朽ちぬ果実 139

鮮血が、刈り込まれた植え込みを濡らしている。
淡い日の光に輝く深紅の滴。レアリアはそれをただ眺めていた。
このようなものでも、木々の根は吸い上げ生くる糧に出来るのか、彼女はそのようなことを考える。
滴はとろとろと艶やかな葉の上を滑り、やがて縁からふくよかな形を取って下の葉へと落ちていった。
人のものと何ら変わらぬ色。これは誇ってよいものかどうか、彼女は自嘲を覚えた。レアリアは血の香のする息を吐き出す。
人は、その死の瞬間に望むものを見ることは出来ないと、いつか誰かが言っていた。
この大陸においては皆が悔恨を残して死ぬ。その感情が澱を呼び、黒い中に溶け入っていくのだと。
はたして自分の悔恨もまたそのように何処かで残るのか、レアリアはまだ答を知らない。
それを知りたがった女皇は何人もいた。だが結果に到達出来たものはいなかったのだ。
すなわち「クレメンシェトラを擁したまま死ぬ」という結果に。
レアリアは、近くに伏している三つの躯を目だけで見やる。
そのうちの一人は国外からの来訪者であり、もう二人は、刺された彼女を守ろうとして殺された騎士だ。

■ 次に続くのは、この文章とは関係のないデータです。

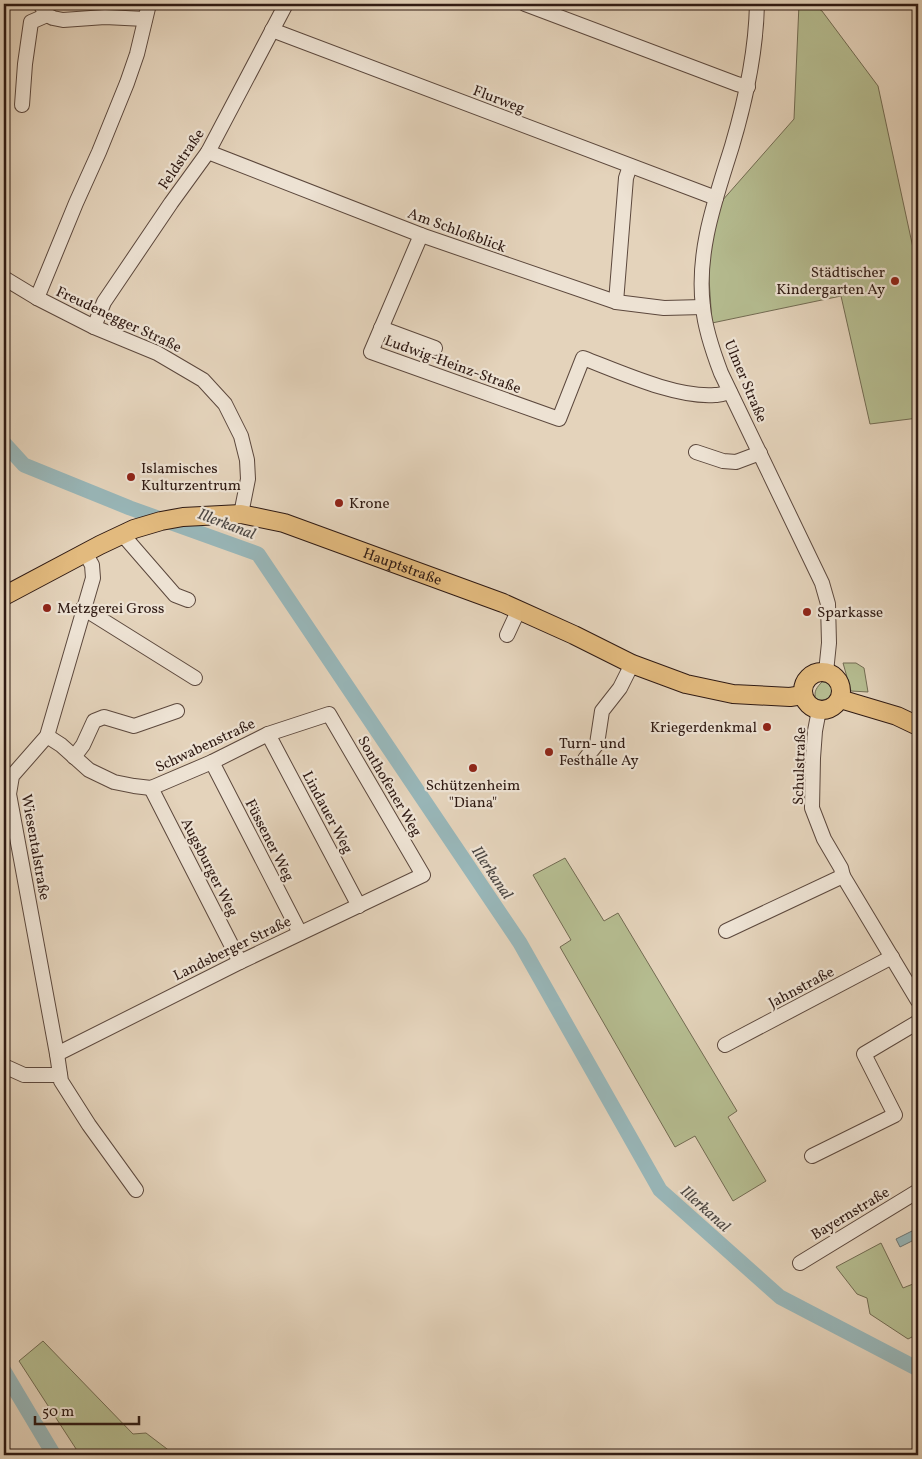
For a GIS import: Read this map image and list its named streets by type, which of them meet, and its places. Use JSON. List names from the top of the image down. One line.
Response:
{"streets":{"main road":["Hauptstraße"],"street":["Flurweg","Feldstraße","Am Schloßblick","Freudenegger Straße","Ludwig-Heinz-Straße","Ulmer Straße","Schwabenstraße","Schulstraße","Sonthofener Weg","Lindauer Weg","Füssener Weg","Wiesentalstraße","Augsburger Weg","Landsberger Straße","Jahnstraße","Bayernstraße"]},"crossings":[["Flurweg","Feldstraße"],["Flurweg","Ulmer Straße"],["Feldstraße","Am Schloßblick"],["Feldstraße","Freudenegger Straße"],["Am Schloßblick","Ludwig-Heinz-Straße"],["Am Schloßblick","Ulmer Straße"],["Freudenegger Straße","Hauptstraße"],["Ludwig-Heinz-Straße","Ulmer Straße"],["Ulmer Straße","Hauptstraße"],["Ulmer Straße","Schulstraße"],["Hauptstraße","Schulstraße"],["Hauptstraße","Wiesentalstraße"],["Schwabenstraße","Sonthofener Weg"],["Schwabenstraße","Lindauer Weg"],["Schwabenstraße","Füssener Weg"],["Schwabenstraße","Wiesentalstraße"],["Schwabenstraße","Augsburger Weg"],["Schulstraße","Jahnstraße"],["Sonthofener Weg","Landsberger Straße"],["Lindauer Weg","Landsberger Straße"],["Füssener Weg","Landsberger Straße"],["Wiesentalstraße","Landsberger Straße"],["Augsburger Weg","Landsberger Straße"]],"water":["Illerkanal"],"places":["Städtischer Kindergarten Ay","Islamisches Kulturzentrum","Krone","Metzgerei Gross","Sparkasse","Kriegerdenkmal","Turn- und Festhalle Ay","Schützenheim \"Diana\""],"scale_bar":"50 m"}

彼女は死した騎士たちに祈りの聖句をかけられないことを残念に思った。
もっともそれは、真実を言えば欺瞞のようなものであろう。
人は死せば何も残らず、「ディテルダ」の祈りは死者を慰めない。
レアリアは諦めて目を閉じた。男の声が彼女に届く。
「おや、まだ生きているのですか?
 最初に殺したと思ったのですが、神に愛されているという話は伊達ではないですね」
心底不思議そうな言葉。顔を覗き込んでくる殺人者の感嘆は、レアリアに何の感慨も生まなかった。
そのようなことよりも、「彼」に一つの言葉が届けばいいと思う。
澱が記憶するものが人の強い負の感情のみと言うのなら、この思いも妄執で構わない。
ただ一言、彼に伝えたいのだ。あなたこそが、私の―――― と。






ケレスメンティアの国内は、アージェの知る限り何処も「綺麗に」整っている。
それはつまり、彼の目にはまったくと言っていいほど黒い靄が見えないということだ。
アージェはそれについて今まで「さすが神の国だ」と暢気に構えていた。
人々の信仰心が深いせいか、神の力とやらが影響しているのか、とにかくこの国には澱が出にくいようなのである。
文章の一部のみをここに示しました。